EXERCISE REQUIREMENTS: Show the lines below where "Oito" occurs.

**** DATA PROVIDED

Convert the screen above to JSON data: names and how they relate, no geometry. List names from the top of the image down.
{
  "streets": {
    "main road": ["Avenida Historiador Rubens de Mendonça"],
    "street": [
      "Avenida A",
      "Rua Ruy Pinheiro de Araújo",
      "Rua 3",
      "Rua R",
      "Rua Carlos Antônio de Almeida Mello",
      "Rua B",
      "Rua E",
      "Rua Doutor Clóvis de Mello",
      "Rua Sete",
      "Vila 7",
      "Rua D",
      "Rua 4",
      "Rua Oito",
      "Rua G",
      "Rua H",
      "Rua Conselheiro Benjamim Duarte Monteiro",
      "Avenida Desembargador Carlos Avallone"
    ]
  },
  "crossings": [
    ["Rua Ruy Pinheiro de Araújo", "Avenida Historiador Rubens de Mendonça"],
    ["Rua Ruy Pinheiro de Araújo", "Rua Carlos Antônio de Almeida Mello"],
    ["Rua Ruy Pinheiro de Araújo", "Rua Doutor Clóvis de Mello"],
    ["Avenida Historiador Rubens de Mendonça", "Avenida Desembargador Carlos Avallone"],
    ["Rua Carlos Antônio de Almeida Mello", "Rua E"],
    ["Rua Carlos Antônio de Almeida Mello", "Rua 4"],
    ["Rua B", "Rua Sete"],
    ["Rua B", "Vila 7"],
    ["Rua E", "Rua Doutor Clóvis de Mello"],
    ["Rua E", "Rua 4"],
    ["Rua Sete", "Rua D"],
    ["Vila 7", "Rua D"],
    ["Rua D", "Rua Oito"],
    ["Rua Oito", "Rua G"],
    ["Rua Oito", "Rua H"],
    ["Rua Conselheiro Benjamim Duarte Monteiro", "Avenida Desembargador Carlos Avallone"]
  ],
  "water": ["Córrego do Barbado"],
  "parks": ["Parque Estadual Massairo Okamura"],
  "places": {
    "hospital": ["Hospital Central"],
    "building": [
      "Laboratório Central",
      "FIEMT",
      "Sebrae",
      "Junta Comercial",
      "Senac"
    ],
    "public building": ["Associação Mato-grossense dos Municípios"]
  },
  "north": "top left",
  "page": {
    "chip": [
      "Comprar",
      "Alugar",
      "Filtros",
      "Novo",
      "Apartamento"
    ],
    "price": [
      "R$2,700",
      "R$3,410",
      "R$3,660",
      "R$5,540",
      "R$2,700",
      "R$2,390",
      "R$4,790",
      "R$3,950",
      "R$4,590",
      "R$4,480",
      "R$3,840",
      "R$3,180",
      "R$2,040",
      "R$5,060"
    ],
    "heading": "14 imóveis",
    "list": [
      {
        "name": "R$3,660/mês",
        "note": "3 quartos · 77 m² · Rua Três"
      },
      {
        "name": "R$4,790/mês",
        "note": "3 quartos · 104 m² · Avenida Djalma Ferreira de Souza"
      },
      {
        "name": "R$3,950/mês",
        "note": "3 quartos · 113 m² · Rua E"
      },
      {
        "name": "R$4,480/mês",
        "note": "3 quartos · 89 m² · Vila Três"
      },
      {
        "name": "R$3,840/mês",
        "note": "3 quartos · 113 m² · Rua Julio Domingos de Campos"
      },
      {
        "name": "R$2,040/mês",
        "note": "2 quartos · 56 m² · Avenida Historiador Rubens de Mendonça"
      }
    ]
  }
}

********

ANSWER TO THIS PROBLEM:
      "Rua Oito",
    ["Rua D", "Rua Oito"],
    ["Rua Oito", "Rua G"],
    ["Rua Oito", "Rua H"],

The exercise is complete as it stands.